[Saved entries]
..........
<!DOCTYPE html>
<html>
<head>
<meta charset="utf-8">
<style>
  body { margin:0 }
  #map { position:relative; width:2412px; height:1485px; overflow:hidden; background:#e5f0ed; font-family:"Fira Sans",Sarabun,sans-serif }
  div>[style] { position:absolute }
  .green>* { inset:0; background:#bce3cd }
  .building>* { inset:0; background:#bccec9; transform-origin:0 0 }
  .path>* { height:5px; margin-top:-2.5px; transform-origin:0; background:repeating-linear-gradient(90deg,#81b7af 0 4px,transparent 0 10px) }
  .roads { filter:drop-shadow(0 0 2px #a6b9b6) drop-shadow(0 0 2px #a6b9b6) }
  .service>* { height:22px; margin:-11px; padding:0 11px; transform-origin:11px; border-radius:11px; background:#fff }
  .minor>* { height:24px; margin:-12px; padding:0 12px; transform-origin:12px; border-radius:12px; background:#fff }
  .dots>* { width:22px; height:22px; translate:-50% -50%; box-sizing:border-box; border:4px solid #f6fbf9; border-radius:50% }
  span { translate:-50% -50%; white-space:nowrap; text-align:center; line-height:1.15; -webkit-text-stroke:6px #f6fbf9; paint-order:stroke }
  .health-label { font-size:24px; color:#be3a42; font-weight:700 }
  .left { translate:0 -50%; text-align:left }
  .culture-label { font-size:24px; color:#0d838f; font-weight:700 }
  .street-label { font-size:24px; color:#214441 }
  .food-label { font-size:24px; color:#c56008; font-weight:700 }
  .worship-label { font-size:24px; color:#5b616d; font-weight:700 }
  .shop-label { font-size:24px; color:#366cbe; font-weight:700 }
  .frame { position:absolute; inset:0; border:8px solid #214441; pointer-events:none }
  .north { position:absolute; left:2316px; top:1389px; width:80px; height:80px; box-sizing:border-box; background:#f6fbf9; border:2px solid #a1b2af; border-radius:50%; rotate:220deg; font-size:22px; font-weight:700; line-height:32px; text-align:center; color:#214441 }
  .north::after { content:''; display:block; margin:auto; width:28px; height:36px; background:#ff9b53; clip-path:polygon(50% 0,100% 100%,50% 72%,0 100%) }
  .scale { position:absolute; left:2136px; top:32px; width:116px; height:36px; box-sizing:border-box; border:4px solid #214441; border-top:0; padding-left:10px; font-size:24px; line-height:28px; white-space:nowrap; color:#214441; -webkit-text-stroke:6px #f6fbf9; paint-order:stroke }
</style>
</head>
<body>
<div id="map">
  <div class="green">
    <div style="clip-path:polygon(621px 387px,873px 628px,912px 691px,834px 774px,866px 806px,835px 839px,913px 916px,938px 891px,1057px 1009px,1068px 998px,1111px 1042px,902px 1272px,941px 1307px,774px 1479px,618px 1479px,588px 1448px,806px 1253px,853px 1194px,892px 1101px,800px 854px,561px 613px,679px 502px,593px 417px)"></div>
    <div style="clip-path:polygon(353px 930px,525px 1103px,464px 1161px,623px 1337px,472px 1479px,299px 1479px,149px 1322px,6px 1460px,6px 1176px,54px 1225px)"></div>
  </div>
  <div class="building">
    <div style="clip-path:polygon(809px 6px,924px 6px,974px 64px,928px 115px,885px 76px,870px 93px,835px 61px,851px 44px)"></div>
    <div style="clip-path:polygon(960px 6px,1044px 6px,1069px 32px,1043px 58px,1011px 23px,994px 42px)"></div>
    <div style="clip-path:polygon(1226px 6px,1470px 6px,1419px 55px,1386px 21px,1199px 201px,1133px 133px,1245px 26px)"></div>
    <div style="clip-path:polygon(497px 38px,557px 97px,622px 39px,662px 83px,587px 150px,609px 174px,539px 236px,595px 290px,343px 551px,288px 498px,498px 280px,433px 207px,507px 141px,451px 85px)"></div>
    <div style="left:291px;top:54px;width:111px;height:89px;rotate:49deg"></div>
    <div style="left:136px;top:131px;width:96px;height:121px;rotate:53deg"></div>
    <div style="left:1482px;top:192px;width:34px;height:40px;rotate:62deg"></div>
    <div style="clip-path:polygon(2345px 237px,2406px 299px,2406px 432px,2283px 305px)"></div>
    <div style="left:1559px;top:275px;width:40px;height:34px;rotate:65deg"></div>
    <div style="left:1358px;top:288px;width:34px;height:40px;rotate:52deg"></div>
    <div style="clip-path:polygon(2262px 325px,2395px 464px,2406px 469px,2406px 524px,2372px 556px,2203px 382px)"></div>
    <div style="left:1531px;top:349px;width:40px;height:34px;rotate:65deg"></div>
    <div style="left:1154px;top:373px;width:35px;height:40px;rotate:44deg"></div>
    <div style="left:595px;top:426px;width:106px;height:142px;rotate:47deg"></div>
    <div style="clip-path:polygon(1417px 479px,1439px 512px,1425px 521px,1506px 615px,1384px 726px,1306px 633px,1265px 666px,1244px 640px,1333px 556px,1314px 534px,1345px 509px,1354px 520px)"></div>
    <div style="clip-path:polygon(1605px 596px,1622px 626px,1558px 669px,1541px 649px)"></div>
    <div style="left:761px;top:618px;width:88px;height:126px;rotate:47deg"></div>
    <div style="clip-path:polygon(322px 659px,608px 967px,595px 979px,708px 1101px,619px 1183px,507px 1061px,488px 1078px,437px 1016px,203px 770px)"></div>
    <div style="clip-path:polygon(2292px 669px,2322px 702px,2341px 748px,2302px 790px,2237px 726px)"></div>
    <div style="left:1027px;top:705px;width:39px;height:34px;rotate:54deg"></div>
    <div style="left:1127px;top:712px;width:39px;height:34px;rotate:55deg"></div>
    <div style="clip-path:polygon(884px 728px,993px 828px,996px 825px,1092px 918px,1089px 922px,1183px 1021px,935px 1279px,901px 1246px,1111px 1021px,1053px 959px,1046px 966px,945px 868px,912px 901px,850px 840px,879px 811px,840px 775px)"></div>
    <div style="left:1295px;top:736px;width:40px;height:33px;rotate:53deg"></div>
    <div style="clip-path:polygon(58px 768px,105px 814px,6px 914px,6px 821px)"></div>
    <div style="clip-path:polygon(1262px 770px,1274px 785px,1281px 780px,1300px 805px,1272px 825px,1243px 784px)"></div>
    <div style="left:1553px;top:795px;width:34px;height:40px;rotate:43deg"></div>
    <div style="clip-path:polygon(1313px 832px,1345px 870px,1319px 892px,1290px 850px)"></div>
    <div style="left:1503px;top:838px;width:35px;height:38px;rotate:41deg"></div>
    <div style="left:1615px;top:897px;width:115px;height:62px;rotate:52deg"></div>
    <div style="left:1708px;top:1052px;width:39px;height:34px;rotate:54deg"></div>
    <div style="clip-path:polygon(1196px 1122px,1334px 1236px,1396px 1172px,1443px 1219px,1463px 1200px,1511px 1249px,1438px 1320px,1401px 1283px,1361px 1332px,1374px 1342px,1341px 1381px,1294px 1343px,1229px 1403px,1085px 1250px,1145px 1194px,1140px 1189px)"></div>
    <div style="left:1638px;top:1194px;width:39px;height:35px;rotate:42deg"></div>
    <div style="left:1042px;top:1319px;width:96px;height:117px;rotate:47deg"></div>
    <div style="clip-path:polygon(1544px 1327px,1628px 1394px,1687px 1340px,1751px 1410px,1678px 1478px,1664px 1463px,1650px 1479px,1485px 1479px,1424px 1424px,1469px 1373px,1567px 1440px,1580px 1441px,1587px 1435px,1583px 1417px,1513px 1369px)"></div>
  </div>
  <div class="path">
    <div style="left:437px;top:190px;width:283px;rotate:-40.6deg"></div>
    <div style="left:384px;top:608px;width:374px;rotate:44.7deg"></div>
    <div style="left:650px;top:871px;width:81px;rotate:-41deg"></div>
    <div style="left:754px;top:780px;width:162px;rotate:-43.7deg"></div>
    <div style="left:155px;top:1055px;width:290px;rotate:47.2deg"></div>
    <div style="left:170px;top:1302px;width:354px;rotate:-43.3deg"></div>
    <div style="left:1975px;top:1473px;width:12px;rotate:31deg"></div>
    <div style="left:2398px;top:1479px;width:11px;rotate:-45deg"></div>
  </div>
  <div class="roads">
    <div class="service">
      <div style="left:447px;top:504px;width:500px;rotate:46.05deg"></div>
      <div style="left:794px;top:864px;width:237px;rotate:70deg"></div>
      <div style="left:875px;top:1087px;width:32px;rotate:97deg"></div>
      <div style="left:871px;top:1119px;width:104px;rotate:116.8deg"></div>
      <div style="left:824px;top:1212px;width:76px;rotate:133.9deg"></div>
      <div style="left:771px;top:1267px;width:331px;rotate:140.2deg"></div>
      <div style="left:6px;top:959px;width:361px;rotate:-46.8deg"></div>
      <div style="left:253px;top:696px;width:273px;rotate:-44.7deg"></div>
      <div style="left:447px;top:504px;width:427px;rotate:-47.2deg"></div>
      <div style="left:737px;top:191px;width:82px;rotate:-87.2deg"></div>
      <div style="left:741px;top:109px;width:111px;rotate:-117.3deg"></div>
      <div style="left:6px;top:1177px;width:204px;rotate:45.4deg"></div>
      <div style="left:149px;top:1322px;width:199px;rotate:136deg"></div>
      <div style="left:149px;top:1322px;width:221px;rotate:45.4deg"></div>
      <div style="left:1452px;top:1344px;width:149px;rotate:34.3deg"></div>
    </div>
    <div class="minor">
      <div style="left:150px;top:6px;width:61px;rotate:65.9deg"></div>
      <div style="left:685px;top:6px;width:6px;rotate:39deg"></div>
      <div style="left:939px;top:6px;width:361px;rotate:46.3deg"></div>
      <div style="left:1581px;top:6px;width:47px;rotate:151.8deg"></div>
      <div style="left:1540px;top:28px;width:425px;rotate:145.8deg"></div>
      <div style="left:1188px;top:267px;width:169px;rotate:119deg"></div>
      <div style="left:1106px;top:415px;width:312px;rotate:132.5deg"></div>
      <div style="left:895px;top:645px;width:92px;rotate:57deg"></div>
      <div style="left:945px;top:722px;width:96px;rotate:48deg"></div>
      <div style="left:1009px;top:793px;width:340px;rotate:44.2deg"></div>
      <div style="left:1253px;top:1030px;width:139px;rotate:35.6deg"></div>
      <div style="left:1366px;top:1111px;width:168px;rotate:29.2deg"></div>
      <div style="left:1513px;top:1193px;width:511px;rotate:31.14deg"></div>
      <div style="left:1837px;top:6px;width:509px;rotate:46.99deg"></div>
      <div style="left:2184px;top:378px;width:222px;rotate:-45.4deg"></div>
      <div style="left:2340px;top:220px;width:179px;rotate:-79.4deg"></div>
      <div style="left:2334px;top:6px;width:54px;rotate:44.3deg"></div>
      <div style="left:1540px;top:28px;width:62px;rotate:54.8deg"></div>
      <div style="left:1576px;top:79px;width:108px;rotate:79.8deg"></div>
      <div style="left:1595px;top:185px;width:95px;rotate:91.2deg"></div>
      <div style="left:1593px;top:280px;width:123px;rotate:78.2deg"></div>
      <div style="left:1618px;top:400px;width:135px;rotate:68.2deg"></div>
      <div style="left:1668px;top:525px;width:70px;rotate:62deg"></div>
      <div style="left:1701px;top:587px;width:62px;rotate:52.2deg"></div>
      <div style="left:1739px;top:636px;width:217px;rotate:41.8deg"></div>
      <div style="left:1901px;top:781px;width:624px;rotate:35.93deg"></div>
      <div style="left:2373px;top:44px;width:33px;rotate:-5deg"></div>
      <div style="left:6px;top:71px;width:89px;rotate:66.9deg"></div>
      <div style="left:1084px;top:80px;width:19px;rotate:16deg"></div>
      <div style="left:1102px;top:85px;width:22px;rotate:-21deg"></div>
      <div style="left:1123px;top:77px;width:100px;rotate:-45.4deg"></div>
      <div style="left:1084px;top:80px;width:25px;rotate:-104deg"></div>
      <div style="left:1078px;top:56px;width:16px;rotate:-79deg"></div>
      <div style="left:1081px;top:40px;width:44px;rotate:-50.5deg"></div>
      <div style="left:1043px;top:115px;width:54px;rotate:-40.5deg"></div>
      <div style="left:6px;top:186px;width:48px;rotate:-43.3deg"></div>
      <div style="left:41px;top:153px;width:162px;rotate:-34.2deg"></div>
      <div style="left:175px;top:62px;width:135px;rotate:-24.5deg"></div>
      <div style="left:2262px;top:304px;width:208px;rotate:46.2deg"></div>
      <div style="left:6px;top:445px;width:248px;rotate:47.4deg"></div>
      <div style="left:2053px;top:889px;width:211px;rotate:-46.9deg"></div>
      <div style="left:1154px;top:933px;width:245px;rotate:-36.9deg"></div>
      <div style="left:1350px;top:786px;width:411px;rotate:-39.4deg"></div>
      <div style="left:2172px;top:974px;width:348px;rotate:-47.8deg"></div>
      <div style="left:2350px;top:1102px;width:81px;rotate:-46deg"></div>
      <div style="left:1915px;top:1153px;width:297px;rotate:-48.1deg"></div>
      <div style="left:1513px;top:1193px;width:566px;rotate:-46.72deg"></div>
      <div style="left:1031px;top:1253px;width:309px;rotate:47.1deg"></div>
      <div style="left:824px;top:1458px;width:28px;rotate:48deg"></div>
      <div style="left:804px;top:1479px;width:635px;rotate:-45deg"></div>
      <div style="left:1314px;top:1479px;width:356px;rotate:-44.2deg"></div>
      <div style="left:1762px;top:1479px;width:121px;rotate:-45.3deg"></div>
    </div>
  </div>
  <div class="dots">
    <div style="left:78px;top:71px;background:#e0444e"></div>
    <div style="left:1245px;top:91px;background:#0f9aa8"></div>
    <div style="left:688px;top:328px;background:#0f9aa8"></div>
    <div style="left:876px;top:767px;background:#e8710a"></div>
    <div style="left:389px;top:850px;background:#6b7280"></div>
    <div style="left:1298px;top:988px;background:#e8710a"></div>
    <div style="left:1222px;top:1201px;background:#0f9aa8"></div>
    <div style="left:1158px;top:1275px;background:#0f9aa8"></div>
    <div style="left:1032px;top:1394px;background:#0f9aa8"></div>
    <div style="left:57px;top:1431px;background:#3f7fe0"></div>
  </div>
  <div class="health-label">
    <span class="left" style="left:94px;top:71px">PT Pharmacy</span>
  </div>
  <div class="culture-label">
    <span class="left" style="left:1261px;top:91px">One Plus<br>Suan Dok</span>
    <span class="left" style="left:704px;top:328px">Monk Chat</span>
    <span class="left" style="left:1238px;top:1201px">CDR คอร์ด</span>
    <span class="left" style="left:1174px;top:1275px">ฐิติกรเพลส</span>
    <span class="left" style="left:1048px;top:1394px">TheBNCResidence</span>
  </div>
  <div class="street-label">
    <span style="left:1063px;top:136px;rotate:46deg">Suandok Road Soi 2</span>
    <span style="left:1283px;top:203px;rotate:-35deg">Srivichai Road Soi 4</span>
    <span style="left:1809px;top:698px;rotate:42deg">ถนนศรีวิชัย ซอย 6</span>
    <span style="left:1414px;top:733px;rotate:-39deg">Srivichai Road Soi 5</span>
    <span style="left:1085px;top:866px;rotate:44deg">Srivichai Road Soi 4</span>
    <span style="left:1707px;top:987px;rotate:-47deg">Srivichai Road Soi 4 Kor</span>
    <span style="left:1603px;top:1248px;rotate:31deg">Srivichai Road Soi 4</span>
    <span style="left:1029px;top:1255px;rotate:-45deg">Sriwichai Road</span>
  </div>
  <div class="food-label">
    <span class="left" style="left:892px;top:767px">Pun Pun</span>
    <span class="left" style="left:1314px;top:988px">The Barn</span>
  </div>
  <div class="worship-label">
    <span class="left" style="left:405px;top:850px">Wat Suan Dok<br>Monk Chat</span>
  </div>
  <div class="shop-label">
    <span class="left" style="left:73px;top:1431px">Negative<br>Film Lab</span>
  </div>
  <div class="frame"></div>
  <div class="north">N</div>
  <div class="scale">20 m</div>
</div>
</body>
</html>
..........
_Work to complete_: Please transcribe the records exactly from their first line through the line holding "width:22px; height:22px; translate:-50%", and leave out all others.

_Answer box_:
<!DOCTYPE html>
<html>
<head>
<meta charset="utf-8">
<style>
  body { margin:0 }
  #map { position:relative; width:2412px; height:1485px; overflow:hidden; background:#e5f0ed; font-family:"Fira Sans",Sarabun,sans-serif }
  div>[style] { position:absolute }
  .green>* { inset:0; background:#bce3cd }
  .building>* { inset:0; background:#bccec9; transform-origin:0 0 }
  .path>* { height:5px; margin-top:-2.5px; transform-origin:0; background:repeating-linear-gradient(90deg,#81b7af 0 4px,transparent 0 10px) }
  .roads { filter:drop-shadow(0 0 2px #a6b9b6) drop-shadow(0 0 2px #a6b9b6) }
  .service>* { height:22px; margin:-11px; padding:0 11px; transform-origin:11px; border-radius:11px; background:#fff }
  .minor>* { height:24px; margin:-12px; padding:0 12px; transform-origin:12px; border-radius:12px; background:#fff }
  .dots>* { width:22px; height:22px; translate:-50% -50%; box-sizing:border-box; border:4px solid #f6fbf9; border-radius:50% }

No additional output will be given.